#### [WHAT THIS TASK INVOLVES]
How many lines in these records hold the string "lane"? Reply with the number alone.
------ MATERIAL PROVIDED
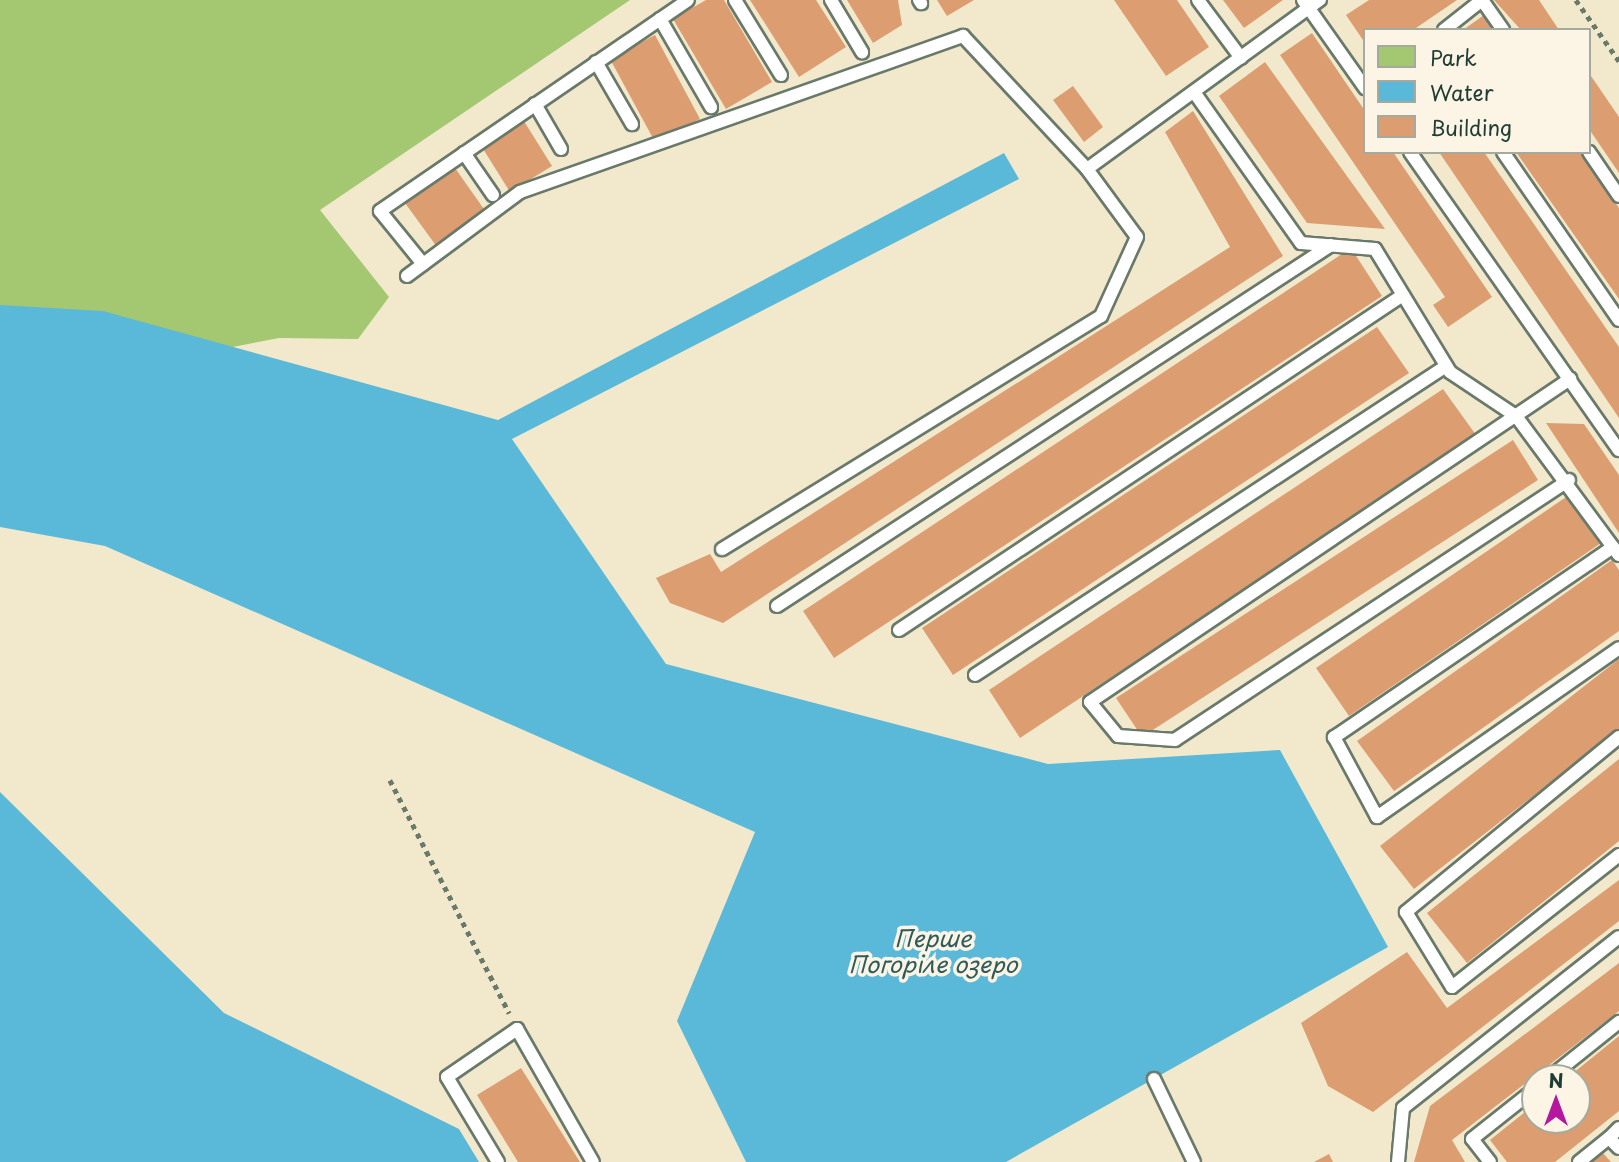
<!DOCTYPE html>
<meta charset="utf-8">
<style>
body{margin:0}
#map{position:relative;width:1619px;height:1162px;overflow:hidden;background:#f2e9cd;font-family:"Playpen Sans",sans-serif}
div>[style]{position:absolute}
.green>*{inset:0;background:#a4c771}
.water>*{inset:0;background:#5ab9d9}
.building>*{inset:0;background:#dc9d71}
.path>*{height:4.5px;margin-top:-2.25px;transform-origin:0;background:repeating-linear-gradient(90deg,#69796a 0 5px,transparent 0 10px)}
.roads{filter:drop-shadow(2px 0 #69796a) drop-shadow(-2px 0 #69796a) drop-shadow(0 2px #69796a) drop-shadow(0 -2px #69796a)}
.lane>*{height:12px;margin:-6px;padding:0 6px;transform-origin:6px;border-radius:6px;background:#fff}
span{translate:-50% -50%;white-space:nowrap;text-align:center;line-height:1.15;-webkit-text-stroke:7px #fcf5e5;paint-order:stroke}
.water-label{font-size:23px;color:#2e5c5d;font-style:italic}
.legend{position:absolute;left:1363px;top:28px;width:228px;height:126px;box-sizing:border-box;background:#fcf5e5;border:2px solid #a4ab9e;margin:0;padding:9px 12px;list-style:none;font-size:21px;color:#1f3d34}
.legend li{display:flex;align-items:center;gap:14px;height:35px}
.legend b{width:35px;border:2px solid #a4ab9e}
.north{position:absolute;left:1521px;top:1064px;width:70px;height:70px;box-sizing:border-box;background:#fcf5e5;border:2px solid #a4ab9e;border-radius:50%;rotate:0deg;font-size:19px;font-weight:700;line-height:28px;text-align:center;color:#1f3d34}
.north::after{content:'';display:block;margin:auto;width:24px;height:32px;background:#b5179e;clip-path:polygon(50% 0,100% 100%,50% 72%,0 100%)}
</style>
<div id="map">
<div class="green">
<i style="clip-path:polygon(0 0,630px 0,320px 210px,389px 297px,358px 339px,279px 338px,134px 366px,0 320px)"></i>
</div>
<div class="water">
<i style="clip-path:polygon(1004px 153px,1019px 179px,512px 439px,666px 664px,1048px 764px,1280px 750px,1388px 947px,1006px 1162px,746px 1162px,677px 1021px,755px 832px,105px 546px,0 527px,0 305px,103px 311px,498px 420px)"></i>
<i style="clip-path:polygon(0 792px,224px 1013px,459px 1129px,479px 1162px,0 1162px)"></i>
</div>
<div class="building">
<i style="clip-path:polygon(706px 0,724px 0,772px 82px,726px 109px,673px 19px)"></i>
<i style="clip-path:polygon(750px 0,816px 0,846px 47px,799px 77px)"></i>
<i style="clip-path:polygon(847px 0,898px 0,902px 25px,873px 43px)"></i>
<i style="clip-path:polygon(937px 0,974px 0,947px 16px)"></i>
<i style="clip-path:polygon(1114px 0,1177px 0,1209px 47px,1166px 76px)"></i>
<i style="clip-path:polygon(1223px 0,1283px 0,1244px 28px)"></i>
<i style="clip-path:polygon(1369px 0,1457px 0,1413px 30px,1365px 30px,1365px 43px,1346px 15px)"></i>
<i style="clip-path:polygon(1494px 0,1539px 0,1559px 30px,1521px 30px)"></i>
<i style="clip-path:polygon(1484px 15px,1494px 30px,1463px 30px)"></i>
<i style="clip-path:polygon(1312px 33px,1365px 111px,1365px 152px,1393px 152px,1492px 297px,1448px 327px,1433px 305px,1445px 297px,1280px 55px)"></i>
<i style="clip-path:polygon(655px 35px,700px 119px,655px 142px,610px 59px)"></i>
<i style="clip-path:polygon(1265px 62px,1385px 229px,1307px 223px,1219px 96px)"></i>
<i style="clip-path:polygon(1589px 73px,1619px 117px,1619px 173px,1589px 129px)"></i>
<i style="clip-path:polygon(1073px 86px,1103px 127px,1084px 142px,1053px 100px)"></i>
<i style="clip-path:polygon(1193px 111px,1283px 256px,723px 623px,670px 603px,656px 578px,710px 554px,721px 572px,1230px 247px,1165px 132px)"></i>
<i style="clip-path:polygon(522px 118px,552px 166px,510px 192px,480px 144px)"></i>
<i style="clip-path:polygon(1439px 152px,1484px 152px,1619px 347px,1619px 418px)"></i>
<i style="clip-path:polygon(1516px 152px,1580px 152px,1619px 208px,1619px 299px)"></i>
<i style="clip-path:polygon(455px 168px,486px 212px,437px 247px,405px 203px)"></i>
<i style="clip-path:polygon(1351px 248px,1382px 296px,834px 658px,803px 611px)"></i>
<i style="clip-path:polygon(1377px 327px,1409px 373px,953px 675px,922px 628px)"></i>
<i style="clip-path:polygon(1443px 389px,1476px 435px,1020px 738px,989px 690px)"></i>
<i style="clip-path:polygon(1546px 423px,1584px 424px,1619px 475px,1619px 533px)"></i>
<i style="clip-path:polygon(1513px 440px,1538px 480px,1142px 737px,1116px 698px)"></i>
<i style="clip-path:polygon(1569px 495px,1601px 543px,1349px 716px,1316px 668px)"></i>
<i style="clip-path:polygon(1612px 560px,1619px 570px,1619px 631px,1394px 791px,1357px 741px)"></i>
<i style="clip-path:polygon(1619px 659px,1619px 729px,1414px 889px,1380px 846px)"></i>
<i style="clip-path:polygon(1619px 759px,1619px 841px,1467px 963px,1427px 913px)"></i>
<i style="clip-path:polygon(1619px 880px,1619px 921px,1373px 1112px,1328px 1086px,1301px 1023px,1407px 952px,1447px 1008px)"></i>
<i style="clip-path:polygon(1619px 963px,1619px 1011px,1452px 1140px,1465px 1162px,1414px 1162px,1430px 1106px)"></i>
<i style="clip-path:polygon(1619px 1036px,1619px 1111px,1555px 1162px,1507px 1162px,1490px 1140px,1535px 1104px,1535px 1120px,1577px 1120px,1577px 1078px,1567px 1078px)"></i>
<i style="clip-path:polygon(521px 1068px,580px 1162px,518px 1162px,477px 1095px)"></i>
<i style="clip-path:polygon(1602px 1152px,1611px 1162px,1591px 1162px)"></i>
<i style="clip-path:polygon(1329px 1154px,1333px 1162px,1314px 1162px)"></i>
</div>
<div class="path">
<i style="left:1576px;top:0;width:75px;rotate:54.8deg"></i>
<i style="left:390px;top:780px;width:262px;rotate:62.9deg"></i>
</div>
<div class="roads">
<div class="lane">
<i style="left:735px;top:0;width:88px;rotate:58.5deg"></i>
<i style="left:831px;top:0;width:61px;rotate:59.2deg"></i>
<i style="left:919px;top:0;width:4px;rotate:56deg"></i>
<i style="left:1198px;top:0;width:72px;rotate:53.4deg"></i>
<i style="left:1303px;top:0;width:108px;rotate:54.8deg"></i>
<i style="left:660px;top:19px;width:102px;rotate:59.9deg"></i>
<i style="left:1444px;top:30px;width:48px;rotate:-38.3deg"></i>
<i style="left:1482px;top:0;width:37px;rotate:55deg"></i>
<i style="left:596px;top:62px;width:72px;rotate:59.9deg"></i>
<i style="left:1194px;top:92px;width:185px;rotate:54.7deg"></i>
<i style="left:1301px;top:243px;width:74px;rotate:4.6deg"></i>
<i style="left:1375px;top:249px;width:144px;rotate:58.6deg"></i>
<i style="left:1450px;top:372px;width:79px;rotate:33.7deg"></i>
<i style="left:1516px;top:416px;width:173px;rotate:53.5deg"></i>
<i style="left:535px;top:104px;width:52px;rotate:60deg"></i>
<i style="left:1410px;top:152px;width:364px;rotate:55deg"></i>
<i style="left:1503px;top:152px;width:204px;rotate:55.4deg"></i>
<i style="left:1589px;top:152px;width:53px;rotate:55.7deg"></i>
<i style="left:464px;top:153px;width:51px;rotate:55.4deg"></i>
<i style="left:1087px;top:169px;width:288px;rotate:-36deg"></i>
<i style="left:423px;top:264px;width:68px;rotate:-129.1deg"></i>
<i style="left:380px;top:211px;width:373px;rotate:-34.4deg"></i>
<i style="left:407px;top:276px;width:141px;rotate:-36.6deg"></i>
<i style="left:520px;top:192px;width:470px;rotate:-19.4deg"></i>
<i style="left:963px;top:36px;width:182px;rotate:47deg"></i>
<i style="left:1087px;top:169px;width:84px;rotate:53.7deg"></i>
<i style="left:1137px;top:237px;width:87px;rotate:114.5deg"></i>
<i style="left:1101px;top:316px;width:445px;rotate:148.4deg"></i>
<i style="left:1569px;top:480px;width:472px;rotate:146.6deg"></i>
<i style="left:1175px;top:740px;width:57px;rotate:-176deg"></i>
<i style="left:1118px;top:736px;width:44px;rotate:-129.5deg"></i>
<i style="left:1090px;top:702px;width:579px;rotate:-33.94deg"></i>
<i style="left:1613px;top:547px;width:338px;rotate:145.7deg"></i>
<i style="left:1334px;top:737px;width:91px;rotate:61.7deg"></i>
<i style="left:1377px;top:817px;width:295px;rotate:-34.9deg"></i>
<i style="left:777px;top:606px;width:661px;rotate:-33.09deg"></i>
<i style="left:899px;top:630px;width:605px;rotate:-33.61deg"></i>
<i style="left:975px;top:675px;width:563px;rotate:-33.27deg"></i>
<i style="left:1619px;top:737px;width:276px;rotate:140.6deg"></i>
<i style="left:1406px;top:912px;width:88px;rotate:58.5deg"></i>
<i style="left:1452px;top:987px;width:213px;rotate:-38.3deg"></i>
<i style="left:1549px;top:1078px;width:90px;rotate:-38.7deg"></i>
<i style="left:1154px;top:1079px;width:92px;rotate:64.3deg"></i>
<i style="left:1619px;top:1128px;width:14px;rotate:135deg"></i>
<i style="left:1609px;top:1138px;width:14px;rotate:45deg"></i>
<i style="left:498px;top:1162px;width:99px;rotate:-121deg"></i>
<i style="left:447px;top:1077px;width:85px;rotate:-34.4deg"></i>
<i style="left:517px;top:1029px;width:153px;rotate:60.3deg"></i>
<i style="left:1398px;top:1162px;width:54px;rotate:-84.7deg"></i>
<i style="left:1403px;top:1108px;width:275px;rotate:-38.4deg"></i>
<i style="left:1490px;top:1162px;width:29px;rotate:-128deg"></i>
<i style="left:1472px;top:1139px;width:80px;rotate:-38.4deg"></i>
<i style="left:1579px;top:1162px;width:38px;rotate:-39deg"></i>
</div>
</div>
<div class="water-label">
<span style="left:933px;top:951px">Перше<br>Погоріле озеро</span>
</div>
<ul class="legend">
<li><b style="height:19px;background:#a4c771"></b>Park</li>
<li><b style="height:19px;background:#5ab9d9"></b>Water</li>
<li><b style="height:19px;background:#dc9d71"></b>Building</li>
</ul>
<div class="north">N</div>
</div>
------------
#### [ANSWER FOR THE TASK]
2